> _TASK ITEM_:
Copy out each line featuring the string "panel" from the entries beneath.

> _RECORDS TO USE_:
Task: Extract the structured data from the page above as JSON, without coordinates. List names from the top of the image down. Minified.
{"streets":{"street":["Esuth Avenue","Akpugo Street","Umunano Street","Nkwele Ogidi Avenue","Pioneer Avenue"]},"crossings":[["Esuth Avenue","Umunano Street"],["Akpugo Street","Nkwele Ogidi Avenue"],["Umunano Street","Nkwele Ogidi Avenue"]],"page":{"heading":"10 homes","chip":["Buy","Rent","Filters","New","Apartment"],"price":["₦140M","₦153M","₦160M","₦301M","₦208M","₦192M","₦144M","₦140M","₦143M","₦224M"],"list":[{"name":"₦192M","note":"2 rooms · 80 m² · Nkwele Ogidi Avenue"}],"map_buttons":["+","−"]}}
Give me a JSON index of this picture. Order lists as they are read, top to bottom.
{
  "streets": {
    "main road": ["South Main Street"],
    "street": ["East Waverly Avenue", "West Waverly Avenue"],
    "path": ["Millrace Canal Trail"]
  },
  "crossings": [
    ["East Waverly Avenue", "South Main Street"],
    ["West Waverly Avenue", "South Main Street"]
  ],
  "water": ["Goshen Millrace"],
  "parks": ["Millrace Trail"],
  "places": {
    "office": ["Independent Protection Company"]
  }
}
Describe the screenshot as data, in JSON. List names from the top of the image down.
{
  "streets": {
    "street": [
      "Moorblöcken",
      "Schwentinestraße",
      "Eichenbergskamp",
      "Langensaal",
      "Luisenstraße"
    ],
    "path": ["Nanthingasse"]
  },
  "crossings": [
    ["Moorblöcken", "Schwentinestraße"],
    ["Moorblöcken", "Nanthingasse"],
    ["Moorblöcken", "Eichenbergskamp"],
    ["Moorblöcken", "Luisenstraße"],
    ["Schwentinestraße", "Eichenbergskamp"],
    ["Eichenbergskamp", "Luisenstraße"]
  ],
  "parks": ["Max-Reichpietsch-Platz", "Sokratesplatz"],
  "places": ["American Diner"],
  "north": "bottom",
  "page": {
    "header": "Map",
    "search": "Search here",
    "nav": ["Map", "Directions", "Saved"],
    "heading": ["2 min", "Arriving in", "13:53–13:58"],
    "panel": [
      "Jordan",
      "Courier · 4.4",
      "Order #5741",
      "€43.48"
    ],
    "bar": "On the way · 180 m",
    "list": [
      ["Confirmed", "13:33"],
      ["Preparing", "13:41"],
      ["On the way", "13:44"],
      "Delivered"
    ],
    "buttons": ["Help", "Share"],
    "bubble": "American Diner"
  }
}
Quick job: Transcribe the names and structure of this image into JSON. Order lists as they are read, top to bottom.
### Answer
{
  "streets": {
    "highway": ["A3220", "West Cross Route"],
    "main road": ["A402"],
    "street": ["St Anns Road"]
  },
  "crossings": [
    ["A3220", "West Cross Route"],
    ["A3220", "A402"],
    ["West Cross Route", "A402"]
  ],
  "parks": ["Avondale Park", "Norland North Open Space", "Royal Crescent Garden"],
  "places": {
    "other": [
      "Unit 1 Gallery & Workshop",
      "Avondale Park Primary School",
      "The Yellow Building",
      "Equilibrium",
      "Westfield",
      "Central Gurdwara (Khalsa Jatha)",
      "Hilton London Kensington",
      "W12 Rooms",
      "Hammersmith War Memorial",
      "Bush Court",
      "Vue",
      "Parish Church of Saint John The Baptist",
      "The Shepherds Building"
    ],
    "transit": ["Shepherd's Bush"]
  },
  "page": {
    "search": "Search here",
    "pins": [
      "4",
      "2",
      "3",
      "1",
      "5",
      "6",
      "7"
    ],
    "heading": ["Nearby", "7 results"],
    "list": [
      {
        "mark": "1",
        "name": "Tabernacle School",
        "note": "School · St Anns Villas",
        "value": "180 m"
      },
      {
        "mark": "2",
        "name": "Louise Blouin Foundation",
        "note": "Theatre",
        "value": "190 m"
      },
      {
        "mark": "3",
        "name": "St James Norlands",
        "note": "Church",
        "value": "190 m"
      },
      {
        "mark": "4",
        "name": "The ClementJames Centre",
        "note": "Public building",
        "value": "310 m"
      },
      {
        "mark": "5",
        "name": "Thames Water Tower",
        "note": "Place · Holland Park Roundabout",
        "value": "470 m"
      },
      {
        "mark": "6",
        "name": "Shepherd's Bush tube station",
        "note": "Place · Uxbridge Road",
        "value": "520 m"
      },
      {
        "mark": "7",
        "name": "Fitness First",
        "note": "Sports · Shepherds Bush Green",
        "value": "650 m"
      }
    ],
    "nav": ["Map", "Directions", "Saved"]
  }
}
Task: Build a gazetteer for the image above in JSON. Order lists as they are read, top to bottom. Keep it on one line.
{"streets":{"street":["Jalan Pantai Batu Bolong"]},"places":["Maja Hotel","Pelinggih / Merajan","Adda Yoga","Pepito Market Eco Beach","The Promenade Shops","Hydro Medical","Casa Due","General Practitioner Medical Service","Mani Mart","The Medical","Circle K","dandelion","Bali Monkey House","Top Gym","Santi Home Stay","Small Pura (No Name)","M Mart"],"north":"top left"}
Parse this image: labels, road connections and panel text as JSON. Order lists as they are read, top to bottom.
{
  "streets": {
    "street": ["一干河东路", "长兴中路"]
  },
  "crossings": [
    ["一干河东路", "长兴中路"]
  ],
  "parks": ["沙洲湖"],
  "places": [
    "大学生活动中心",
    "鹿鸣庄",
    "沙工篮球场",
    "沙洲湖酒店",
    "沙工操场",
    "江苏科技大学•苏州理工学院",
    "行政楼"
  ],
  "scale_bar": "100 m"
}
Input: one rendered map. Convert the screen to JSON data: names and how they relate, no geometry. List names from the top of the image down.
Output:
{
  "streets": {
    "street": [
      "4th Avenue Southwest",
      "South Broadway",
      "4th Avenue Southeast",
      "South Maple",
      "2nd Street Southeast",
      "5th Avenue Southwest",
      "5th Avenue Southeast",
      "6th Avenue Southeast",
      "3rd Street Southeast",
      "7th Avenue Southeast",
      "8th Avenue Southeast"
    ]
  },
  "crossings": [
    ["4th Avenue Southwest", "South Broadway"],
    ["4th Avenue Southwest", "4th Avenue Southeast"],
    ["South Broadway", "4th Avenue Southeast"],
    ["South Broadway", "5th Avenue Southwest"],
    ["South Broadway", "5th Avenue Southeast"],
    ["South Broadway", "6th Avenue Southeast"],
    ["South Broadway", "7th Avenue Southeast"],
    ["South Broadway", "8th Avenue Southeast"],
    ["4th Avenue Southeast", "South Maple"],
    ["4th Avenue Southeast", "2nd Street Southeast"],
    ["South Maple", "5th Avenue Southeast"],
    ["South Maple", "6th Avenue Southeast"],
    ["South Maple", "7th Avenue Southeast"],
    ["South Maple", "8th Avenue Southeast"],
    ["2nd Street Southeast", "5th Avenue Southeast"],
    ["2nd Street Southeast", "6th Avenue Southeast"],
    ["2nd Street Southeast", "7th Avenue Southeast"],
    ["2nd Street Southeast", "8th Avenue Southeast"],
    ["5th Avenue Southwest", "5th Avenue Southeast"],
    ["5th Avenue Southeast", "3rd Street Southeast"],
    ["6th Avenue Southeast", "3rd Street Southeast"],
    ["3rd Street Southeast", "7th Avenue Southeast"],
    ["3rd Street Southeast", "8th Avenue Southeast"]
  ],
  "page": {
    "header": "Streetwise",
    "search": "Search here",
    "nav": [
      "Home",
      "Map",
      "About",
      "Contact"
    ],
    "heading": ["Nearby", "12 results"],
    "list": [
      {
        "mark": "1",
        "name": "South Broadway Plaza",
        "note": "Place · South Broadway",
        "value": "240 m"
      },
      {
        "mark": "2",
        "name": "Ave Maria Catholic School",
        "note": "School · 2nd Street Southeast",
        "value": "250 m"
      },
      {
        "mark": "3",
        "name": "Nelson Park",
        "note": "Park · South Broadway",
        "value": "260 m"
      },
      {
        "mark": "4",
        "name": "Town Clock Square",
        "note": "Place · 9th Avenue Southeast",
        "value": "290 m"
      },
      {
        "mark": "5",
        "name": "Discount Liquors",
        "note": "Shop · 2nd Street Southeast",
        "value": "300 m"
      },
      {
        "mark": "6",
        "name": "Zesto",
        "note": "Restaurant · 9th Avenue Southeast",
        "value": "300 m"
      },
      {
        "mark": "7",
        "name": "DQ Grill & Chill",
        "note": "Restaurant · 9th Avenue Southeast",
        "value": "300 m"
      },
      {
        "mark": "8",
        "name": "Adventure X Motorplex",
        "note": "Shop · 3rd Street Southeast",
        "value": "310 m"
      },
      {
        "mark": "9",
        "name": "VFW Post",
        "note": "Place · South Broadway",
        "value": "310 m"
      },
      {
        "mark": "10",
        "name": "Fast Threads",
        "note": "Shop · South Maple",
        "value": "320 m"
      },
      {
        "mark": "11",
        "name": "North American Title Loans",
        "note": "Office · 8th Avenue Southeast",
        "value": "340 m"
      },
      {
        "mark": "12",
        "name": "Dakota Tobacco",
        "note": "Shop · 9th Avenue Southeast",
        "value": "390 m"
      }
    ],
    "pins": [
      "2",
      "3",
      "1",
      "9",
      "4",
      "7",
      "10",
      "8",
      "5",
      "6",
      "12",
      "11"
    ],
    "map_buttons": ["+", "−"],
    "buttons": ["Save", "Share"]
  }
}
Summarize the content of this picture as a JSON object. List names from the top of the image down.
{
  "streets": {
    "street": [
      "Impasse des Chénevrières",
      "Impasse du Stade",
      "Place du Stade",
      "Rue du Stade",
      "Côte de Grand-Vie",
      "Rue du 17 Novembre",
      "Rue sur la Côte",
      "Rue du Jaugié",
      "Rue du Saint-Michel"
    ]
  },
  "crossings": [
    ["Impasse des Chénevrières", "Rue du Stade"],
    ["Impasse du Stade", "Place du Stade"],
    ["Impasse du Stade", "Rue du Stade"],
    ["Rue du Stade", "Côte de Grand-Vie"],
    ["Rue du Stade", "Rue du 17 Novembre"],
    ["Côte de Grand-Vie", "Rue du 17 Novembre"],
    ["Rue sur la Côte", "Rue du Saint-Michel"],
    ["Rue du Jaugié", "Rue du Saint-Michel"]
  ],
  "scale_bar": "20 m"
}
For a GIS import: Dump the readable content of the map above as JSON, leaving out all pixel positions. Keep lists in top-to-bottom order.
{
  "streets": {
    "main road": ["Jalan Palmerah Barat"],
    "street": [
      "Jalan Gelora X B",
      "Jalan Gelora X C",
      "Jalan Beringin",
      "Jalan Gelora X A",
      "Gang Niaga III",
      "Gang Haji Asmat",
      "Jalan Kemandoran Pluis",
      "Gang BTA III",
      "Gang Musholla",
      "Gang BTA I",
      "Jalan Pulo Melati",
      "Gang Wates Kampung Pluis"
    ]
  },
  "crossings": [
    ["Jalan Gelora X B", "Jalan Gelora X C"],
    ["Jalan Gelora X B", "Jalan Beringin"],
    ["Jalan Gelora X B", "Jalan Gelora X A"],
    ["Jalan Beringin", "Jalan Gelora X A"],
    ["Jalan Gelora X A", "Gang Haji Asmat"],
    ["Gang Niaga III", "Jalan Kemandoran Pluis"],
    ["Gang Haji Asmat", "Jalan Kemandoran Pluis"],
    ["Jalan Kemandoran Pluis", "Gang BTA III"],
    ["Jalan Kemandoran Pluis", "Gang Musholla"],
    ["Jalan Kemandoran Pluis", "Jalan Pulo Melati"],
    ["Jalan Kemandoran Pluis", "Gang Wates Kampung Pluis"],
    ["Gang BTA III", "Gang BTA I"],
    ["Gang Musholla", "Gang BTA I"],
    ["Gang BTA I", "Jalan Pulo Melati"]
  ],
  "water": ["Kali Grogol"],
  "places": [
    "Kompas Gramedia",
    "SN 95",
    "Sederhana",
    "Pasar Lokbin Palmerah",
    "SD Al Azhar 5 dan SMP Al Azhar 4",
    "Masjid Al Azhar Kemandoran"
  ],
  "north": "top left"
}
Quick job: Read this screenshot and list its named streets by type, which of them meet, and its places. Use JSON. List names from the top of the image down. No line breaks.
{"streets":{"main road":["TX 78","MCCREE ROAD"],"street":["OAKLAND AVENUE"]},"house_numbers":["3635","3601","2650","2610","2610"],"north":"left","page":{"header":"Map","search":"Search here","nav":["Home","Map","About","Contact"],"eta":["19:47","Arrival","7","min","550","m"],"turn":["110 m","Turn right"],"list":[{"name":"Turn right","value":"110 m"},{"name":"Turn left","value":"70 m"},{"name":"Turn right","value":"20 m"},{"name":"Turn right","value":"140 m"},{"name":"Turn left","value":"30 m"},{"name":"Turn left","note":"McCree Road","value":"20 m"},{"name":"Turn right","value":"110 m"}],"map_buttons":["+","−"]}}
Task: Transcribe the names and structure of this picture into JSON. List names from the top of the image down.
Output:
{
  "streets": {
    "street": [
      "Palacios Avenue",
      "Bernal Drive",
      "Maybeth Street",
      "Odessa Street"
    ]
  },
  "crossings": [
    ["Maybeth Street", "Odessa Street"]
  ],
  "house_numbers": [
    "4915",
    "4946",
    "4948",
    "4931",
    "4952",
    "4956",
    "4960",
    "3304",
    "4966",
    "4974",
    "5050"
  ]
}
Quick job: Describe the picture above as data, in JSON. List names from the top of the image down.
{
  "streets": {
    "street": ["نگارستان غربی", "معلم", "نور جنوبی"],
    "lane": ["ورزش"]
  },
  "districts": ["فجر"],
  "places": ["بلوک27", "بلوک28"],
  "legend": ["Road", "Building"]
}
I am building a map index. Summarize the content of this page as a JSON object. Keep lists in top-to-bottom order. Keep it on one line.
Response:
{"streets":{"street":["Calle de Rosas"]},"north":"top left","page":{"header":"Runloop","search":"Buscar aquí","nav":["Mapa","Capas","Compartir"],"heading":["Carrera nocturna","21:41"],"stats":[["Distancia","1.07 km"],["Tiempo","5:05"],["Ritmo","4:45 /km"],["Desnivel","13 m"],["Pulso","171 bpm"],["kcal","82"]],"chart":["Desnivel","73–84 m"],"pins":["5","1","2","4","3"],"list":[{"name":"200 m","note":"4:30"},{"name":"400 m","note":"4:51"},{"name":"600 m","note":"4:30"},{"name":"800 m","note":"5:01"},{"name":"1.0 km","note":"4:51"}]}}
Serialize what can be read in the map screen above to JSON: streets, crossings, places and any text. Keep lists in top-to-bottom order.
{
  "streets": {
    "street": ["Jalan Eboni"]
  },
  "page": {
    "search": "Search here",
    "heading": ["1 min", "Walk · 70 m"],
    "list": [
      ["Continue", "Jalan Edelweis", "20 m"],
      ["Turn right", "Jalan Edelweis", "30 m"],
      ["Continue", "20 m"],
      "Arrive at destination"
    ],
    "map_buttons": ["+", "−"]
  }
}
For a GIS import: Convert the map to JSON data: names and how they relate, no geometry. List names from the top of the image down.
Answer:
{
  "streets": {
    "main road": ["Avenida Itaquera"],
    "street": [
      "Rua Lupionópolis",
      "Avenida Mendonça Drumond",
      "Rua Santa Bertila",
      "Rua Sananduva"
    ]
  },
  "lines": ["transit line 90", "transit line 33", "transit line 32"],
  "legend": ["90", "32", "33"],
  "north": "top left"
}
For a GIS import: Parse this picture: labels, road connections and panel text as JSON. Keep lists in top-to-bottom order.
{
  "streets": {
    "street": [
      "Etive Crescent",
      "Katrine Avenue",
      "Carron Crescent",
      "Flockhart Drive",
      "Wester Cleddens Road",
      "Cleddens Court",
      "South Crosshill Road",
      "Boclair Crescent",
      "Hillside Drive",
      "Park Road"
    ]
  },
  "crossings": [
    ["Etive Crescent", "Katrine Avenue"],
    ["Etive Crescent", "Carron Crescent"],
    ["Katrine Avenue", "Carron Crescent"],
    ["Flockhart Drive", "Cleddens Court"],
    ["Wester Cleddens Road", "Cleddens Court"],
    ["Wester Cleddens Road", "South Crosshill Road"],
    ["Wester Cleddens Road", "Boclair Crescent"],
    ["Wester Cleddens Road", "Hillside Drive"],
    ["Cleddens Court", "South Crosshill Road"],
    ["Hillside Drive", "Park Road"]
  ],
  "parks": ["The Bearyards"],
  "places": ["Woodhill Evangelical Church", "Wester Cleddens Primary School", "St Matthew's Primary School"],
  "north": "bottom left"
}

> _RESULT_:
    "panel": [
Parse this image: labels, road connections and panel text as JSON. Order lists as they are read, top to bottom.
For a GIS import: Parse this picture: labels, road connections and panel text as JSON. Keep lists in top-to-bottom order.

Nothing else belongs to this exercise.